▶ [What is being asked]:
For each line of the data below that holds "Lorong", copy the line.

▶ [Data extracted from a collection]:
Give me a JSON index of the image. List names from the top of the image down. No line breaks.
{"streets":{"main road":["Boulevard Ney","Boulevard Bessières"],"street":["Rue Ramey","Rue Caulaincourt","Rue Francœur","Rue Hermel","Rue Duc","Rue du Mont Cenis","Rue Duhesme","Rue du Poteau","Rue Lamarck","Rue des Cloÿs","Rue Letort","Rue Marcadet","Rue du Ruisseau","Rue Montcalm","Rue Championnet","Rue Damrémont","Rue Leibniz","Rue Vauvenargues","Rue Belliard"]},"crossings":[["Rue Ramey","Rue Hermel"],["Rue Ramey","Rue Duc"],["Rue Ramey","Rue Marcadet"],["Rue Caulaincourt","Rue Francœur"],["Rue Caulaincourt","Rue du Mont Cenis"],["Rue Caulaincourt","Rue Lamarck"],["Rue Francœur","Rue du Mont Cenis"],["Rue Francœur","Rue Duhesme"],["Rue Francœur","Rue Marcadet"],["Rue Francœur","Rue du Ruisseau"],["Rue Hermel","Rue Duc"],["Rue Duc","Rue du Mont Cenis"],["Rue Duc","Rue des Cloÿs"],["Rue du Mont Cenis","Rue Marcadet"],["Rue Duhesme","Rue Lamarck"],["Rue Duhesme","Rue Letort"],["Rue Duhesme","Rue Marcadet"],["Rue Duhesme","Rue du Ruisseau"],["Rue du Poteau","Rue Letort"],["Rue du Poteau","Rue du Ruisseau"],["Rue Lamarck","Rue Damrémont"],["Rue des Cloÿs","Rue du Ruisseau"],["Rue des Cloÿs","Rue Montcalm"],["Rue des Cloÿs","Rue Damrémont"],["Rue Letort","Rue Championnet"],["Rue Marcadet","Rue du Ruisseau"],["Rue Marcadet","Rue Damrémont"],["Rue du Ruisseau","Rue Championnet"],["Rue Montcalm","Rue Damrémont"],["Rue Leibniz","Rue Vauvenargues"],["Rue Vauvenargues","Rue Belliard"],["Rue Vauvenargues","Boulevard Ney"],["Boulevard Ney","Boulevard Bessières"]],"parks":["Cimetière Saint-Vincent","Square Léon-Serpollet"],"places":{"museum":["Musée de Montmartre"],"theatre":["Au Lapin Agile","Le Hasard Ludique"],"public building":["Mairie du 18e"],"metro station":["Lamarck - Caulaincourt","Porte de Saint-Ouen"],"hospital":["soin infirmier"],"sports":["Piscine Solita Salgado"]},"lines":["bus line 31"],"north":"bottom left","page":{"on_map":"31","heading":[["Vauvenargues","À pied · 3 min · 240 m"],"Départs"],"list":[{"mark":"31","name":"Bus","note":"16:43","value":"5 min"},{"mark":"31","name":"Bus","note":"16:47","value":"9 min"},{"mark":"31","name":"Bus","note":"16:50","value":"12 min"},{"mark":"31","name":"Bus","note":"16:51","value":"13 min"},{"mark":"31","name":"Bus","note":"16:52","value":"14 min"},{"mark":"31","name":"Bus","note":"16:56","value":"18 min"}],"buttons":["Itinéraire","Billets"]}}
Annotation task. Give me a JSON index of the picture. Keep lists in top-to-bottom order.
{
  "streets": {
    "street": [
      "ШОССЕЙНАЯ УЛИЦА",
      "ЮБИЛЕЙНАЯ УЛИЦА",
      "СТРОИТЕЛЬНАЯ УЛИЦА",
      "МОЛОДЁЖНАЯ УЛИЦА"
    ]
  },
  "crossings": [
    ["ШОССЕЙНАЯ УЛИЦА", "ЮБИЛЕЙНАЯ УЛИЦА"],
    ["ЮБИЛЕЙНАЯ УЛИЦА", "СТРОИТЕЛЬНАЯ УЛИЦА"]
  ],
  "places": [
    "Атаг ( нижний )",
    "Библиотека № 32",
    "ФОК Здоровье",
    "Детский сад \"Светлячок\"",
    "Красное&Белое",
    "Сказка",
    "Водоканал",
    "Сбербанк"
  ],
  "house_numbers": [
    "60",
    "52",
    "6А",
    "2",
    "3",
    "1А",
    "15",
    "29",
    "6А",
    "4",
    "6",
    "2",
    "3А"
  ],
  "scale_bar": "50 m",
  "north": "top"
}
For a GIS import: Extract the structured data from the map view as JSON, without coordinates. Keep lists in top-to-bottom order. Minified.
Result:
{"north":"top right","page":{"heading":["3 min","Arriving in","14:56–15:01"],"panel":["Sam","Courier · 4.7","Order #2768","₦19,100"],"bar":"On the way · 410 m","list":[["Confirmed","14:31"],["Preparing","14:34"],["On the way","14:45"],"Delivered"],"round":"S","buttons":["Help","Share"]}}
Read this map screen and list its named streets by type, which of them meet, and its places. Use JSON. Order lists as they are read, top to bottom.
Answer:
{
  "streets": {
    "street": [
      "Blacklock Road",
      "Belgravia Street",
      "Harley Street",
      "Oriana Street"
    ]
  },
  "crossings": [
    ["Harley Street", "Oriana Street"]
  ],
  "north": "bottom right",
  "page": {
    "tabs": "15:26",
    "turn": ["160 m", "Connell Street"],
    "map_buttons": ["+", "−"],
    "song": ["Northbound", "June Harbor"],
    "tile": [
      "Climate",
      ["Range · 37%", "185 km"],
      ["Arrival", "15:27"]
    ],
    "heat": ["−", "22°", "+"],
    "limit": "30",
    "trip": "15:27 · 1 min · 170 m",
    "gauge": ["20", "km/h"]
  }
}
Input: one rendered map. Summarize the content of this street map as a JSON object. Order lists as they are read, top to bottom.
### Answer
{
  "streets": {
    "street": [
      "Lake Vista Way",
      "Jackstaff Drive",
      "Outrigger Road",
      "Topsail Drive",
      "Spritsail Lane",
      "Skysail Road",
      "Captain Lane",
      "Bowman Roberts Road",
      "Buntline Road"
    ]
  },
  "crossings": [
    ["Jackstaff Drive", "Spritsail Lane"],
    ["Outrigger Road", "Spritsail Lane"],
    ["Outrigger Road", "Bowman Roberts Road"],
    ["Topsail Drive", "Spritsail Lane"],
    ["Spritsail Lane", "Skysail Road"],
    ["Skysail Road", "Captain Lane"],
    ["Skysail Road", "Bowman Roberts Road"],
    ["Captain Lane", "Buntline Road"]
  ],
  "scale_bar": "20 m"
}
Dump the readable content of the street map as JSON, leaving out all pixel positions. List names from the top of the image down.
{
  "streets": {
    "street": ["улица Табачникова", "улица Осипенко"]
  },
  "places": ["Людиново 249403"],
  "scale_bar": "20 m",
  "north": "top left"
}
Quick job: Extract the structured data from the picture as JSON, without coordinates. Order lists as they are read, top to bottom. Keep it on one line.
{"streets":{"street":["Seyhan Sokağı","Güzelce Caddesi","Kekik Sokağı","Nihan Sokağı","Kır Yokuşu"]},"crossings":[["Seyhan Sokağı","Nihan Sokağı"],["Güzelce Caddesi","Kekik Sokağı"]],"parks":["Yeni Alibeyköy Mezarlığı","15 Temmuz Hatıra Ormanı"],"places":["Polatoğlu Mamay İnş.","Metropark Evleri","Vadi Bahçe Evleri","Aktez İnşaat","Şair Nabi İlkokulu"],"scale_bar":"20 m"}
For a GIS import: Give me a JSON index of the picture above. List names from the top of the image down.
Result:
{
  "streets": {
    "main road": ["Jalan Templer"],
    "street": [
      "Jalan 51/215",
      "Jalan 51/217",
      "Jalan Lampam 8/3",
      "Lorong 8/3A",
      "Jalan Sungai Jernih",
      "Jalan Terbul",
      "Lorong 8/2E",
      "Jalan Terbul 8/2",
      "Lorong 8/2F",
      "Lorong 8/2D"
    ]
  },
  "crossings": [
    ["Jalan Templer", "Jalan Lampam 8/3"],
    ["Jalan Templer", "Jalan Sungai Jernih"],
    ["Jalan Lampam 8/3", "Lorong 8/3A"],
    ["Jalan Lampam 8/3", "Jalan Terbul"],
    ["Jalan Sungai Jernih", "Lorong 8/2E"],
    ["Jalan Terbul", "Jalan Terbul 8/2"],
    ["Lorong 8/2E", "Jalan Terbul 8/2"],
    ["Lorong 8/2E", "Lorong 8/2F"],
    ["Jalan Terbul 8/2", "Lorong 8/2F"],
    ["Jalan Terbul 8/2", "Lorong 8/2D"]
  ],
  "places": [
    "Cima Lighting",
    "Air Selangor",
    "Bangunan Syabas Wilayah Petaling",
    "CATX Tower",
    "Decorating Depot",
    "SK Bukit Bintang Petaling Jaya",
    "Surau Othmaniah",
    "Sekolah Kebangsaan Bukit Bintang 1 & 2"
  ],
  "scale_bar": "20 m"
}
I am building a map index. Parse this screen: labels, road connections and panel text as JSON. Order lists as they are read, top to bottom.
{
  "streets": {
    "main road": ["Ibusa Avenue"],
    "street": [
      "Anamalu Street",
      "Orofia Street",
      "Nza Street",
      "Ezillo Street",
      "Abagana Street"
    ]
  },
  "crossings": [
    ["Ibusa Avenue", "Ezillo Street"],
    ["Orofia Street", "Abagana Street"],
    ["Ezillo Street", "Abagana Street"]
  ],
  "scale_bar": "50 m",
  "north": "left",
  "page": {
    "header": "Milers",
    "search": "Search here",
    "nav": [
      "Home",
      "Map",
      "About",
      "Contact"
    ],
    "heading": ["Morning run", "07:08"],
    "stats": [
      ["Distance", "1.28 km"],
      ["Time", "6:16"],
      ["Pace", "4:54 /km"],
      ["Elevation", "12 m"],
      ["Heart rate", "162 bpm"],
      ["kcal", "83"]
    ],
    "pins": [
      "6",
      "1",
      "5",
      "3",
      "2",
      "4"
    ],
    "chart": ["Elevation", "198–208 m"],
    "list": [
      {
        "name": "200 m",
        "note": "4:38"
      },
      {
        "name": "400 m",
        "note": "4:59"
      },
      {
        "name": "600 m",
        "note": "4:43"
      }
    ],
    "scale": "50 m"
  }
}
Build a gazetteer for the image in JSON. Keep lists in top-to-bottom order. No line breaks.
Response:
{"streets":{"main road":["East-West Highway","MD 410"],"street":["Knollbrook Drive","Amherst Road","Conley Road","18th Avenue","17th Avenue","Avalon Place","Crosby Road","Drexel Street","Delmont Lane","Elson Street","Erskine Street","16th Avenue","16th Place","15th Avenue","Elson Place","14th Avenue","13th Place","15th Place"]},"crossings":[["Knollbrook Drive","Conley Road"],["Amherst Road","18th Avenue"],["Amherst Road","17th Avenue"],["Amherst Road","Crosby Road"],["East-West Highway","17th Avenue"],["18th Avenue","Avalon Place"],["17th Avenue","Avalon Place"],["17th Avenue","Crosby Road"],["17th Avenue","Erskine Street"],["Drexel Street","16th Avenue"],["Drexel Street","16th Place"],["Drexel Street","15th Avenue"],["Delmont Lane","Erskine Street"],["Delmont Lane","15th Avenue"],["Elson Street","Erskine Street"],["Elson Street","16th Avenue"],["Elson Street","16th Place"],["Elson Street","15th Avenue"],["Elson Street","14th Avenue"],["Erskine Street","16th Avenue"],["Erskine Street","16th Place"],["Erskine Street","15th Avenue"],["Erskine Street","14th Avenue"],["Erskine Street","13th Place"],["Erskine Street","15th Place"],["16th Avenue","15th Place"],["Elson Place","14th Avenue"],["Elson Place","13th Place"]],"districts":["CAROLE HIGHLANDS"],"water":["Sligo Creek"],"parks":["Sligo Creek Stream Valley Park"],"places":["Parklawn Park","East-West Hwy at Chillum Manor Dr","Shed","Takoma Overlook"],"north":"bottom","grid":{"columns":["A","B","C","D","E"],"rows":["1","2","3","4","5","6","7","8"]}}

▶ [Answer to this problem]:
      "Lorong 8/3A",
      "Lorong 8/2E",
      "Lorong 8/2F",
      "Lorong 8/2D"
    ["Jalan Lampam 8/3", "Lorong 8/3A"],
    ["Jalan Sungai Jernih", "Lorong 8/2E"],
    ["Lorong 8/2E", "Jalan Terbul 8/2"],
    ["Lorong 8/2E", "Lorong 8/2F"],
    ["Jalan Terbul 8/2", "Lorong 8/2F"],
    ["Jalan Terbul 8/2", "Lorong 8/2D"]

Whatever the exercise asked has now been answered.